Exascale Day Article: Contributing capabilities to E3SM-MMF

A subproject within the U.S. Department of Energy’s Exascale Computing Project (ECP), the Energy Exascale Earth Systems Modeling-Multiscale Modeling Framework (E3SM-MMF) has sought to improve simulation capabilities around the water cycle and precipitation. The project’s aim is to use the additional exascale computing power not only to accelerate the global E3SM model, but to add a new capability to simulate clouds and other fine-scale features using many cloud-resolving sub-models (MMF) within the global modeling system. Building on longstanding capabilities, Los Alamos Laboratory researchers within the project, led by E3SM performance group lead Phil Jones, have contributed improved ocean and sea ice components to complement the new atmosphere model improvements as E3SM-MMF brings the modeling and simulation onto exascale.

“In our work on E3SM-MMF, we’ve been able to modify codes to run on exascale GPU-accelerated systems and obtain useful speedups,” said Jones. “We can likely achieve another 2-times speed up soon. That’s significant because climate codes are not necessarily well-suited for these architectures, and it takes a lot of work to get a little improvement.”

The ocean and ice components for E3SM-MMF include the Model for Prediction Across Scales (MPAS), Ocean (MPAS-O), MPAS Sea Ice (MPAS-SI), and MPAS Land Ice (MPAS-LI). These utilize the same MPAS software framework that provides a capability to focus resolution and computational power on regions of the globe where ocean and ice interactions are important.

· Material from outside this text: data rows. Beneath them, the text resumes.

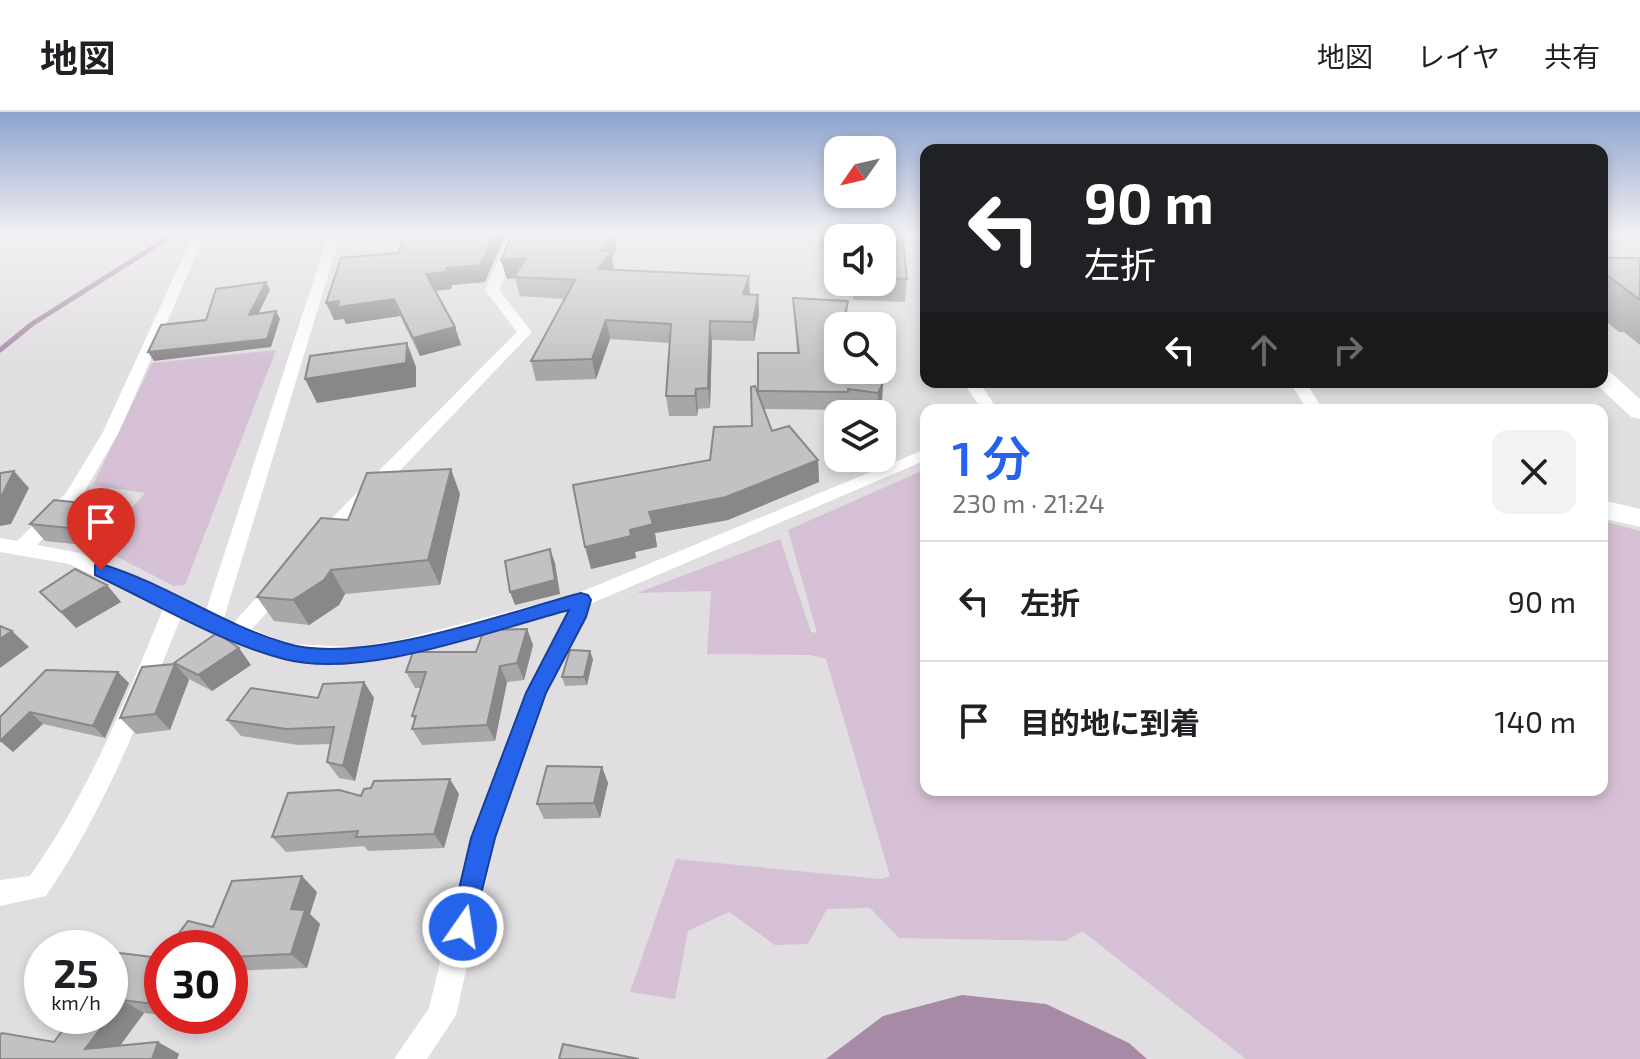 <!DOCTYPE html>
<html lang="ja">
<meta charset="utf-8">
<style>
:root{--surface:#fff;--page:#f2f2f2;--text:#202124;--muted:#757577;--line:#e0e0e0;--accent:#2563eb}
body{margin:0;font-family:"Exo 2","Noto Sans JP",sans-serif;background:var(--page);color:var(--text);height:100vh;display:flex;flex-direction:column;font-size:30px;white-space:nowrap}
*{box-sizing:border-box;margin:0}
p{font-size:26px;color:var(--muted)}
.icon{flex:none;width:44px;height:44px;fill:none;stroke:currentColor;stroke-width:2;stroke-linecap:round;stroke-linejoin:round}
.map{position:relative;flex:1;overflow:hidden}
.panel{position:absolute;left:920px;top:292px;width:688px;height:392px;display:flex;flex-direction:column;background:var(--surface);border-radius:16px;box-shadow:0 4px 12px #0003}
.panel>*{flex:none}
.banner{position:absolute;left:920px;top:32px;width:688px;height:244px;border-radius:16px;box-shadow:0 4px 12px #0003;background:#202124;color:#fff;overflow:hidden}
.needle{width:52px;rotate:236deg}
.buttons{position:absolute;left:824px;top:24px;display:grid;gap:16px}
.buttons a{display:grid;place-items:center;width:72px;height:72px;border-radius:16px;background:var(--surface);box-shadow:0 4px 12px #0003;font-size:40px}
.speed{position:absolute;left:24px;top:818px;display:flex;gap:16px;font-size:40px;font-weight:700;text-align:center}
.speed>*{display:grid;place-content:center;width:104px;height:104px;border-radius:50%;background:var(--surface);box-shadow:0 4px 12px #0003;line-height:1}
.speed small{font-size:20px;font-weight:400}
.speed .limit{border:12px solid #d22;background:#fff;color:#111}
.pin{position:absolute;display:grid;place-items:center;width:68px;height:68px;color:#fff;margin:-82px -34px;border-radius:50% 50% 50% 0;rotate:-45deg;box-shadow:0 0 8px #0007}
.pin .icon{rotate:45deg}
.me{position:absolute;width:88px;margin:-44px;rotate:13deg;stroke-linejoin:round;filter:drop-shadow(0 0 6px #0008)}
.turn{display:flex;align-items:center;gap:28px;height:168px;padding:0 32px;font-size:36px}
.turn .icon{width:104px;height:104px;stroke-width:2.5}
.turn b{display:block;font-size:56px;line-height:68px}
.lanes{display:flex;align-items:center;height:76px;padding:0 32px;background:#0003;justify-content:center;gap:40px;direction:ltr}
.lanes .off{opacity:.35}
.round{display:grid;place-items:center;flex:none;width:84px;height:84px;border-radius:16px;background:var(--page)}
.overview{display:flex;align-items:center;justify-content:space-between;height:136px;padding:0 32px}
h1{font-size:48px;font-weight:600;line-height:60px;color:var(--accent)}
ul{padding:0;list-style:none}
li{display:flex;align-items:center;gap:24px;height:120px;padding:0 32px;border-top:2px solid var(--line)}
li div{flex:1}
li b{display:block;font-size:30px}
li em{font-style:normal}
header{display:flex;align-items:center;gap:48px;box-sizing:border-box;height:112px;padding:0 40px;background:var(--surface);border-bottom:2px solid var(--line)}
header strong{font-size:38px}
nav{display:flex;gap:44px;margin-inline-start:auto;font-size:28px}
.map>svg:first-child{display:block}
.green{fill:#d5c0d5}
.water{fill:#a68aa6}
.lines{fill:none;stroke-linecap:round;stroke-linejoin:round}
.stream{stroke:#a68aa6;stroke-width:5}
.street{fill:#fff;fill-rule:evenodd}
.secondary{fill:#fff;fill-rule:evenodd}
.wall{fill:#a9a6a9}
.shaded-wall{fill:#898789}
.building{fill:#c4c1c4;stroke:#898789;stroke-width:2;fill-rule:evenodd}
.route{fill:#2563eb;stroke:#184099;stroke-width:2}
</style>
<header>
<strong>地図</strong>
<nav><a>地図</a><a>レイヤ</a><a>共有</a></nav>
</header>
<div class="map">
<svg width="1640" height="947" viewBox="0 0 1640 947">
<rect width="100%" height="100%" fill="#e1dee1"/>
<path class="green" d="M276 238 185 473 174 474 98 435 145 381 93 373 152 251Z
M926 357V678H1602V409L1640 419V947H1246L1082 819 1066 829 899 826 870 796 827 797 808 832 775 833 729 800 688 819 675 887 630 880 676 747 881 767 890 764 826 547 811 543 707 542 711 479 637 481 780 427 811 520 817 521 788 418Z"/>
<path class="water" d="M962 883 1046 892 1129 931 1147 947H826L883 904Z"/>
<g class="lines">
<path class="stream" d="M0 238 32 212 176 121"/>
<path class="street" d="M194 121H206L119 320 79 389 37 433 80 441 206 498 329 121H341L224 506 234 510 273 468H287L290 473 287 478 252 517 288 532 357 535 403 527 576 482 926 337V348L590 492 587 505 547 582 496 726 456 903 427 947H394L429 896 470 726 525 581 568 499C478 523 382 563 287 548 259 544 209 517 181 505 142 602 105 697 46 784L0 794V768L30 764C88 682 125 590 163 497L69 452 0 440V426L17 429 66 381 103 320Z
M510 121H522L499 178 532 220 331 431H317L314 426 317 421 517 220 485 178Z
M963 270H979L998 298H982Z
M1290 270H1306L1323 298H1307Z"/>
<path class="secondary" d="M1602 258 1610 260 1640 287V307L1631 305 1594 270H1602Z
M1602 388 1640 397V415L1602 406Z"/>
</g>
<path class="wall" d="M405 121H503L504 126 485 170 452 173 451 177 435 179 455 215 461 233 420 244 400 204 346 212 344 207 334 208 398 141Z
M513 121H614L616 138 612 146 614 158 750 182 758 183 759 202 754 229 712 228 710 296 698 297 697 304H669L666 284 670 231 610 227 596 267 536 269 531 249 565 187 520 184 515 166 507 167 501 148Z
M819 121H902L907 167 905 190 853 188 854 170H882V126H838V136L819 135Z
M1602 146H1640V233L1624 220H1619L1602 206Z
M793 186 847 206V209L883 271 882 289 877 299 848 295V298L763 297 772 319 818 348 819 370 728 408 655 421 657 435 635 440 636 446 591 457 710 348 752 314 758 283V241H797Z
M460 382 440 473 345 482 339 493 309 513 274 509 257 485 348 408Z
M91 392 105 409 83 433 45 429 30 412Z
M107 473 121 490 76 516 40 480Z
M527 517 533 533 524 568 507 570 495 629 422 633 412 617 415 609 412 604 421 576H415L406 560 476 540Z
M593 547 587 573 565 574 562 565Z
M175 552 251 553 212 579 189 567 170 618 136 622 120 606Z
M364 570 374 586 355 669 339 666 327 650 330 632 298 633 241 624 227 608 318 586Z
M129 571 105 626 43 612 13 640 0 605Z
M602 655 608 671 600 706 544 707 537 692Z
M459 682 444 736 368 739 364 734 286 740 272 725 361 684Z
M317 780 310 802 320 812 307 856 230 859V836L213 815Z
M162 844V903L144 901 120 934 158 930 179 942 177 947H0L54 930Z"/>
<path class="shaded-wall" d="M495 121H503L504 126 485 170 452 173 451 177 432 179 426 162 447 156Z
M612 121H614L616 138 612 146 614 158 598 157 601 139Z
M526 146 515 166 507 167 501 148Z
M749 164 750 183 743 182Z
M266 170 270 178 254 211 249 203Z
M758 183 759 202 754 229 753 210Z
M394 187 400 204 346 212 344 207 334 208 326 191Z
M848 189 847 206 846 214 843 209Z
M276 199 280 207 271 235 154 249 148 240Z
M606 208 610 227 596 267 592 247Z
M710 209 712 228 710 296 708 276Z
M455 215 461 233 420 244 413 226Z
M407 231 416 255V275L317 291 305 267Z
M883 271 882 289 877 299 878 281Z
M696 277 698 297 697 304 695 284Z
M818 348 819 370 728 408 655 421 657 435 635 440 636 446 591 457 585 435 630 418 649 400Z
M451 357 460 382 440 473 428 448Z
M14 359 29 376 11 412 0 414V387Z
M91 392 105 409 83 433 69 416Z
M550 437 555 451 560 482 515 493 510 480Z
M331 458 345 482 339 493 309 513 293 488Z
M107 473 121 490 76 516 61 500Z
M527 517 533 533 524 568 517 551Z
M12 519 29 535 0 556V527Z
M239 536 251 553 212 579 198 563Z
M590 539 593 547 587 573 584 565Z
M175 552 189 568 170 618 155 602Z
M500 554 507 570 495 629 487 613Z
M118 560 129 571 105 626 93 614Z
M364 570 374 586 355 669 343 654Z
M30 600 43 612 13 640 0 629Z
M602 655 608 671 600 706 594 691Z
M450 667 459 682 444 736 434 722Z
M302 764 317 780 310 802 320 812 307 856 291 842V797Z
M122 888 144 901 110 947 85 937Z
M158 930 179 942 177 947H152Z"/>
<path class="building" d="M405 121H495L480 153 447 156 446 160 426 162 455 215 413 226 394 187 338 195 339 189 326 191 341 146 398 141Z
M513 121H612L601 139H611L598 157 749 164 743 182 758 183 753 210 710 209 708 276 696 277 695 284H666L671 212 606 208 592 247 531 249 575 168 514 165 526 146 501 148Z
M858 121H902L907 167 882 166V126H857Z
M1602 146H1640V188L1602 159Z
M266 170 249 203 276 199 267 227 148 240 161 213 206 208 216 177Z
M793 186 848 189 843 209 884 212 883 271 878 281 848 277V280L758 279V241H799ZM838 214H882V258H838Z
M407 231 406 251 305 267 310 244Z
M755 274 772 319 789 314 818 348 726 385 649 400 653 412 630 418 631 424 585 435 573 373 710 348 714 315 752 314 751 275Z
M451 357 428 448 331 458 324 468 293 488 257 485 321 406 348 408 367 361Z
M14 359 0 387V361Z
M54 388 91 392 69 416 30 412Z
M550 437 555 468 510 480 505 449Z
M75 457 107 473 61 500 40 480Z
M0 514 12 519 0 527Z
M527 517 517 551 500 554 487 613 412 617 416 604H412L426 560H406L413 540H476L484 518Z
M217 521 239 536 198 563 174 551Z
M570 538 590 539 584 565H562Z
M175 552 155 602 120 606 142 555Z
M46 558 118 560 93 614 30 600 0 629V605Z
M364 570 343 654 327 650 334 615 286 617 227 608 251 576 318 586 323 572Z
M547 654 602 655 594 691 537 692Z
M450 667 434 722 356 725 358 719 272 725 288 681 339 678 361 684 364 677 371 676 374 669Z
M302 764 291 797 305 798 291 842 230 845V836H168L188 809 213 815 232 769Z
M120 841 160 846 162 844V893L122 888 110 904V855Z
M73 904H110L85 937 158 930 152 947H0V923L2 921 54 930Z
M563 932 639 947H559Z"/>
<linearGradient id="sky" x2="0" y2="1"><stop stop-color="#8da3ce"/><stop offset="0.48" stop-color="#f2f0f2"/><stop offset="1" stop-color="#f2f0f2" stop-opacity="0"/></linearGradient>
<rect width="1640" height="254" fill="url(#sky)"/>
<path class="route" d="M101 452C165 471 221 512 285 531 360 555 505 501 581 481L588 483 591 488 586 505 546 581 495 726 471 823 463 827 454 823 450 815 471 726 526 581 569 498C489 519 364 568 284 547 219 530 155 491 95 463V453Z"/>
</svg>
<div class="buttons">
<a><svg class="needle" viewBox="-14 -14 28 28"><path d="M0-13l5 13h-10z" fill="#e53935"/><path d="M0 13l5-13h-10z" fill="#757577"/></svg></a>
<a><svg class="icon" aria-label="sound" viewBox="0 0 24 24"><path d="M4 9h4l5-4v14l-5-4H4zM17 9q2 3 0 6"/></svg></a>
<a><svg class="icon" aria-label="search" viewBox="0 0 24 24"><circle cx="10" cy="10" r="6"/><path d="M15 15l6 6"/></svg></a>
<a><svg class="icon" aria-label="layers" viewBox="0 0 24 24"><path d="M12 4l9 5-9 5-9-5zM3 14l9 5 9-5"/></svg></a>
</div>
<div class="speed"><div>25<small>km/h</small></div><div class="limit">30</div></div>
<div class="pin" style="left:101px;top:458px;background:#d93025"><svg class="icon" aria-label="arrive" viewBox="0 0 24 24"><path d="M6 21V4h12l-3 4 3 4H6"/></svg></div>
<svg class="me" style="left:463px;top:815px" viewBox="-20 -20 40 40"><circle r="17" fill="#2563eb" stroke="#fff" stroke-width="3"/><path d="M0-11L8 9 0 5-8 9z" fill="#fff"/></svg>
<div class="banner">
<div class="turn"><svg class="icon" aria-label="left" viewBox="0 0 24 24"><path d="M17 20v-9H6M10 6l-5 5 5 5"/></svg><div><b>90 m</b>左折</div></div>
<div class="lanes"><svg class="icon" aria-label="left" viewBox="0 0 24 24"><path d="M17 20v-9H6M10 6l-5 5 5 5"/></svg><svg class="icon off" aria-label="ahead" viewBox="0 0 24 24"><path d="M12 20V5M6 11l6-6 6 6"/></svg><svg class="icon off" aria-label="right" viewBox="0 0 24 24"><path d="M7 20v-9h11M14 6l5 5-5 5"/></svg></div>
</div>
<section class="panel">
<div class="overview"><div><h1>1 分</h1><p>230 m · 21:24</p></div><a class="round"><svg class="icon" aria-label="close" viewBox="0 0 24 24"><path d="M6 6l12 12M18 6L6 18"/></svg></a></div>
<ul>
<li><svg class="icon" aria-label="left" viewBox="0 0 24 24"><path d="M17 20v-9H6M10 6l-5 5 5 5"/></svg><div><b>左折</b></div><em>90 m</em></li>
<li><svg class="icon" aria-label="arrive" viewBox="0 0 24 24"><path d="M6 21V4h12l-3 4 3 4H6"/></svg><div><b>目的地に到着</b></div><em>140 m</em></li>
</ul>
</section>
</div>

A central challenge to advancing modeling and simulation of earth systems is coupling the different scales between the global atmospheric model and the cloud-resolving fine scale model. Similarly, the smaller scales of the ocean and ice systems need to be incorporated into the overall modeling and simulation system. Ocean heat storage and transport are important pieces of the climate system and small-scale ocean eddies are critical to the dynamics of ocean circulation. The impacts of Arctic sea-ice retreat and projected sea-level rise associated with large ice sheets also require representing fine-scale processes within the ice and at the ice edges. Exascale improvements will enable resolving some of these processes and achieve a better representation of the climate.

The E3SM-MMF team looks to continue to maximize the throughput possible. In a project where simulation capability aims to be multi-decadal, the metric for measuring throughput is years able to be simulated in a CPU day. Currently the throughput is as high as one simulated year per day at 3-km resolution, and Jones is optimistic for improvement in that with more process improvements in the pipeline.

“A difficulty has been in finding enough parallelism and enough work for these new processors to operate efficiently on,” said Jones. “We have to find new algorithms and new ways of using these architectures efficiently, including breaking up horizontal meshes to distribute the work around. I think, project-wide, and including the E3SM-MMF piece, we’re all on track.”

 

E3SM simulation from 2018 representing sea surface temperature changes evolving as a hurricane (seen here approaching the U.S. East Coast) moves across the Atlantic and how the resultant cold wake affects subsequent intensification of the next hurricane.